— DESCRIPTION OF THE TASK —
Whenever a line in the entries below contains "family", copy that line.

────────

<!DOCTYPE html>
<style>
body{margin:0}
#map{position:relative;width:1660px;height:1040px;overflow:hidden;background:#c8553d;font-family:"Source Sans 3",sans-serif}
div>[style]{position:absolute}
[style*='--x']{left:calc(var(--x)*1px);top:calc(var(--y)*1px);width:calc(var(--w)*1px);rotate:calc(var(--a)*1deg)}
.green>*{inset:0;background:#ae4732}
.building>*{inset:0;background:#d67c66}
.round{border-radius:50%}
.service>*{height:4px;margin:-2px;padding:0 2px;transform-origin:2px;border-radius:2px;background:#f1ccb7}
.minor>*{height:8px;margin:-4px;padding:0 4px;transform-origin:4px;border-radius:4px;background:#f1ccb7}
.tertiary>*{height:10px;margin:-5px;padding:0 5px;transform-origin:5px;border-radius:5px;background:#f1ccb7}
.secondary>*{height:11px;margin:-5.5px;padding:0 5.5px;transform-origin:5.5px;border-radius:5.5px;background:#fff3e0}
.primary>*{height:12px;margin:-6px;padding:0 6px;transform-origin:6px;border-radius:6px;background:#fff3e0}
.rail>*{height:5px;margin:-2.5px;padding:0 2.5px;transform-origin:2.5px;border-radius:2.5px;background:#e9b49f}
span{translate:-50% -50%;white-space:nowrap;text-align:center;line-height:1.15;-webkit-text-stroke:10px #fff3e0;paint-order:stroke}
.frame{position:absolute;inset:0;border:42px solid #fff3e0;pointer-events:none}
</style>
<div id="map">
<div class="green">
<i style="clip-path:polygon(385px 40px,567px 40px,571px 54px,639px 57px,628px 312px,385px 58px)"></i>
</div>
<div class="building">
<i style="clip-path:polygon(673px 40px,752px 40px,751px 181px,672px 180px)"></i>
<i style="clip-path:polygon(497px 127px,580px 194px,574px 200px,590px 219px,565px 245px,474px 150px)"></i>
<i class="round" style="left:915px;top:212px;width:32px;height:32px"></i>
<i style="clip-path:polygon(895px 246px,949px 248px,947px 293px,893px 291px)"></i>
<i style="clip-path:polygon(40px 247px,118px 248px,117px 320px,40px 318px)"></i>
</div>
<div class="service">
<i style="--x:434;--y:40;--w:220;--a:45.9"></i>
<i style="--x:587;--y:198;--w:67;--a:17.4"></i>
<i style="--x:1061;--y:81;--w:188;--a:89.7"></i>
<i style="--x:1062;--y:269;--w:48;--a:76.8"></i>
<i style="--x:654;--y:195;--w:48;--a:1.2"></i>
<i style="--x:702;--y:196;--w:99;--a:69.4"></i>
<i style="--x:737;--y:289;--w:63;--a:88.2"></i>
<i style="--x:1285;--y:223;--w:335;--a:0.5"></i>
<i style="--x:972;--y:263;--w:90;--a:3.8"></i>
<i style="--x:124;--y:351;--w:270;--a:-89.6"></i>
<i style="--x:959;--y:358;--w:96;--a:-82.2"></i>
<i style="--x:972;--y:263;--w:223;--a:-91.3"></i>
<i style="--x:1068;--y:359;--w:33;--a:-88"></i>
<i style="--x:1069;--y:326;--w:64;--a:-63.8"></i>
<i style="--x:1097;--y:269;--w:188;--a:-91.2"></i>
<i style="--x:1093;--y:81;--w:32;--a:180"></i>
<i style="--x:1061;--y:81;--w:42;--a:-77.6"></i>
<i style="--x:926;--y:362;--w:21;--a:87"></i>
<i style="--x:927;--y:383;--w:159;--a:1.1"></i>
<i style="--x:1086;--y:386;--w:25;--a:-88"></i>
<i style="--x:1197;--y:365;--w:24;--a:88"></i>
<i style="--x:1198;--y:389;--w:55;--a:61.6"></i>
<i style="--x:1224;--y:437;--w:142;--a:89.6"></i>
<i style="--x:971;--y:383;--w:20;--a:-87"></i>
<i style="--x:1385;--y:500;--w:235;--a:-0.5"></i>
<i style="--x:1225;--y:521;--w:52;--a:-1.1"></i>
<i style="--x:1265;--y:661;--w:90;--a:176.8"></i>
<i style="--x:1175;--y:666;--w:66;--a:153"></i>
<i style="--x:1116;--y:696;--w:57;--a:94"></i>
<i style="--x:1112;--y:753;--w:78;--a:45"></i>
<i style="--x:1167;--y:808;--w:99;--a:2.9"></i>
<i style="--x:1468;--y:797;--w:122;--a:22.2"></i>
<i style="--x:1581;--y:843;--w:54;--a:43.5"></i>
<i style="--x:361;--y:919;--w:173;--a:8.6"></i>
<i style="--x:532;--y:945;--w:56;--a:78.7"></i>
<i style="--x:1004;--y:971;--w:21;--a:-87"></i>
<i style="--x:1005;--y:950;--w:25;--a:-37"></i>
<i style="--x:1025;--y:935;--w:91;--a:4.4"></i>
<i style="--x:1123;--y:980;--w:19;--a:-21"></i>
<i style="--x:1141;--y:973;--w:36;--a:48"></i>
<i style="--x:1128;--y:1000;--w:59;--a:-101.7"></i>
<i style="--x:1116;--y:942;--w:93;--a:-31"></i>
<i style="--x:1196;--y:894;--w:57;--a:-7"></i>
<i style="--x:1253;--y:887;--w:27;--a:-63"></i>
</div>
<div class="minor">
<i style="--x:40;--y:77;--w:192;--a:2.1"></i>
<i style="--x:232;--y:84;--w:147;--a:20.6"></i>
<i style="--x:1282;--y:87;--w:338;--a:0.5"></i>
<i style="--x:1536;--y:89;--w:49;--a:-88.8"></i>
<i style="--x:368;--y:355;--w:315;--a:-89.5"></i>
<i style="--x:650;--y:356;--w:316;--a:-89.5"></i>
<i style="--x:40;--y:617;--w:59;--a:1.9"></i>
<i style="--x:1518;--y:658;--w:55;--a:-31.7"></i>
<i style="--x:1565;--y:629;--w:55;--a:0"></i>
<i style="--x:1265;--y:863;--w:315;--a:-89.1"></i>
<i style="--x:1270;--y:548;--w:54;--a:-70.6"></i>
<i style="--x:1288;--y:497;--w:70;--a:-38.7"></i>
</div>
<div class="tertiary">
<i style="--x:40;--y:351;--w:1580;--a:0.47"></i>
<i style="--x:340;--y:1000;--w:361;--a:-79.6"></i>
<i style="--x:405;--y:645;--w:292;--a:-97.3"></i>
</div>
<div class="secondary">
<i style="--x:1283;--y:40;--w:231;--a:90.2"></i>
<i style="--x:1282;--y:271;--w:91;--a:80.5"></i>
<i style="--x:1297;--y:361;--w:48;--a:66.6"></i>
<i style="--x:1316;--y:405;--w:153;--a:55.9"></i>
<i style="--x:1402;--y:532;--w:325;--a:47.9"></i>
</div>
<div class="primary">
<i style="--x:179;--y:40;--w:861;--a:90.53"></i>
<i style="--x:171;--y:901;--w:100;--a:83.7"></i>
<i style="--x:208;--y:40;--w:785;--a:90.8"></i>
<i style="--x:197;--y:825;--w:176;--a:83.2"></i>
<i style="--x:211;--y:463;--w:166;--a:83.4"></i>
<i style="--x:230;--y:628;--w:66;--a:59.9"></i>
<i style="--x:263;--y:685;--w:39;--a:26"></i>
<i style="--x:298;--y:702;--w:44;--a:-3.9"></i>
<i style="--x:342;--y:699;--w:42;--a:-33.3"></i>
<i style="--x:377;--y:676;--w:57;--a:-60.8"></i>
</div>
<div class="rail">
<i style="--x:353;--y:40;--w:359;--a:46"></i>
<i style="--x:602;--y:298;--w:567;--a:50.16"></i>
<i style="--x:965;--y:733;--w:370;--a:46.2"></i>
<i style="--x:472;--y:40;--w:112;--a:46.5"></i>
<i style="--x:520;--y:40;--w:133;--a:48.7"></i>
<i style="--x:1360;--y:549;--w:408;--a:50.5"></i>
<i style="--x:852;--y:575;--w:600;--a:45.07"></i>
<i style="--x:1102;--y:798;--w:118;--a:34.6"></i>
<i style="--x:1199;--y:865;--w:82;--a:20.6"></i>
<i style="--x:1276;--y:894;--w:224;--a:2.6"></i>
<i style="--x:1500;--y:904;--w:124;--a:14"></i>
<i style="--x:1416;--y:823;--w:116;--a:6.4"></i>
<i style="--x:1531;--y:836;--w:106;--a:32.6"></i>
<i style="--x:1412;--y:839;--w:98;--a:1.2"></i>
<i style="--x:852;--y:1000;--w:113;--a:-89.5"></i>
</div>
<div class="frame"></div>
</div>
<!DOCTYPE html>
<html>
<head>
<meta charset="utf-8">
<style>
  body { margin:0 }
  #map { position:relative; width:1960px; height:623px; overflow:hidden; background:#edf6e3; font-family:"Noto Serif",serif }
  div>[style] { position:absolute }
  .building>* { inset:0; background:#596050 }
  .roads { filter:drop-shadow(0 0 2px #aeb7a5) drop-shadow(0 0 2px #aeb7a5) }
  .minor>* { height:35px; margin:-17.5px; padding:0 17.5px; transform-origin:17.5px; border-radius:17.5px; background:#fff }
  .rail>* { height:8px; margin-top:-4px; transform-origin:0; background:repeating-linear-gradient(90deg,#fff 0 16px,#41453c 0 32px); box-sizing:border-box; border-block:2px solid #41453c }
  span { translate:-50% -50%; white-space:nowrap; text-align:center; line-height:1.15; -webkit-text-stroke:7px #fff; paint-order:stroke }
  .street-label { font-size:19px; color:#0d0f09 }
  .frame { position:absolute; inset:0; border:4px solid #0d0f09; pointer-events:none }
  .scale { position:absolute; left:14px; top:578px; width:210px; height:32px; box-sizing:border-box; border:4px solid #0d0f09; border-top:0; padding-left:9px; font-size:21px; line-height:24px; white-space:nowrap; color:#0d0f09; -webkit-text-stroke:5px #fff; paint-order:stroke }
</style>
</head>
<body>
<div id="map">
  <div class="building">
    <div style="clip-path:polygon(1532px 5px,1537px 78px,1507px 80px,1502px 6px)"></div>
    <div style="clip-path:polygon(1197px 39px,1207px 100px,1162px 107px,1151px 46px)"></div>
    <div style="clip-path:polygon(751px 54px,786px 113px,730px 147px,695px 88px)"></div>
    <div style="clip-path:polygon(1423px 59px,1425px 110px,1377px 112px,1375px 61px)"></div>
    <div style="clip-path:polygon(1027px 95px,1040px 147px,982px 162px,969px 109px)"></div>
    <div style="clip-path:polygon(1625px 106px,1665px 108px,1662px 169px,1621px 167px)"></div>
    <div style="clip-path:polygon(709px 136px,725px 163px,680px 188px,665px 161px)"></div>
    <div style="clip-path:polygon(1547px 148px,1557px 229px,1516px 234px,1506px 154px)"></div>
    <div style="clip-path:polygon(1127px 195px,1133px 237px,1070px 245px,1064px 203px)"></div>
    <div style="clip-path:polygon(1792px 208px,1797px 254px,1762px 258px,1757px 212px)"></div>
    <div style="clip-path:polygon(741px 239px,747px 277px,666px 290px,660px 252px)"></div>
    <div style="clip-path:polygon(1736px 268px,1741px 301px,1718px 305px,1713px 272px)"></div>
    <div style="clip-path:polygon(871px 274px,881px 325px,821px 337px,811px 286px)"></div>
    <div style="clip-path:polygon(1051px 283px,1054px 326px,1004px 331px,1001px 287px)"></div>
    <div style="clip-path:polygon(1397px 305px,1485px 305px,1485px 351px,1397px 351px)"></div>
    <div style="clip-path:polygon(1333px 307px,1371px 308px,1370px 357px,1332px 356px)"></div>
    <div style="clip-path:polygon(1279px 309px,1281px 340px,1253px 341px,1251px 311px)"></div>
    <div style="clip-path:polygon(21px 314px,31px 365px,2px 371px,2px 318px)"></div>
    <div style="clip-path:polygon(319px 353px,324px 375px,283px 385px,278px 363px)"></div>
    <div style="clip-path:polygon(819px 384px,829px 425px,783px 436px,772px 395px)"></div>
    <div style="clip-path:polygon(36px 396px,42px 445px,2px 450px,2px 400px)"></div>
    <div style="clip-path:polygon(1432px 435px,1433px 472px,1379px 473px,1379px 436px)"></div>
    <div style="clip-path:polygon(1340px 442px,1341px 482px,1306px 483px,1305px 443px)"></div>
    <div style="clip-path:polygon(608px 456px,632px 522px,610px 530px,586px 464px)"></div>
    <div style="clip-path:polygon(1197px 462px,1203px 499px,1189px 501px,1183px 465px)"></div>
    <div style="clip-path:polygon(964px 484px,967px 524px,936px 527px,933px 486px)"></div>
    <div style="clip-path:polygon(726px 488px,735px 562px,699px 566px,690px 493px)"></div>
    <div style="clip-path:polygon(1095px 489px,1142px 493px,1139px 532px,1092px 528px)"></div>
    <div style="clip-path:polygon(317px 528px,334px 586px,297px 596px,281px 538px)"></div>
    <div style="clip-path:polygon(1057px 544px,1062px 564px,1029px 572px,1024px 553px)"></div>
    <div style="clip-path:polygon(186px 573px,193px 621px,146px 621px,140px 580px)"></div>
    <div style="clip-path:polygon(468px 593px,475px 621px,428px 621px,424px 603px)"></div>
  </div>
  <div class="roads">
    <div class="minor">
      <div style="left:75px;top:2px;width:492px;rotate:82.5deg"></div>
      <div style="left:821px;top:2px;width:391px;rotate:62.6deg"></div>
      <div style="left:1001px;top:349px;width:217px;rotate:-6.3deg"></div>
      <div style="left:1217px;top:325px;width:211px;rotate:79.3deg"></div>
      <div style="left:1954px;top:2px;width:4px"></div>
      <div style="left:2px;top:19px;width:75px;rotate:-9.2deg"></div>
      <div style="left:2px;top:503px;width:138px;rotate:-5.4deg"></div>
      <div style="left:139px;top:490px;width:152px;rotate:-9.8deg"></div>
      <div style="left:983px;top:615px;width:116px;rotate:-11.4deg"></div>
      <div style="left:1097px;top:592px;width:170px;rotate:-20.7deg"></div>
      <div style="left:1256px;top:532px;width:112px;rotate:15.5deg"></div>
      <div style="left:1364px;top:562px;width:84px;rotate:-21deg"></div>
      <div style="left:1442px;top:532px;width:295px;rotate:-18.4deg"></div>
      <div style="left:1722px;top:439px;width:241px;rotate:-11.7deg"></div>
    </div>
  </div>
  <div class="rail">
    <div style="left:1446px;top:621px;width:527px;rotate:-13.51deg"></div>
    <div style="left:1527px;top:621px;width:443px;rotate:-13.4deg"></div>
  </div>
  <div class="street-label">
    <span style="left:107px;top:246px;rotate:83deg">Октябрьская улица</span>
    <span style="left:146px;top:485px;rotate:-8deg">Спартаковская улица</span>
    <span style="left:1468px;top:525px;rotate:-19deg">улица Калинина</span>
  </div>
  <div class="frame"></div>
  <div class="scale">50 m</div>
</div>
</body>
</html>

────────

— OUTPUT —
#map{position:relative;width:1660px;height:1040px;overflow:hidden;background:#c8553d;font-family:"Source Sans 3",sans-serif}
  #map { position:relative; width:1960px; height:623px; overflow:hidden; background:#edf6e3; font-family:"Noto Serif",serif }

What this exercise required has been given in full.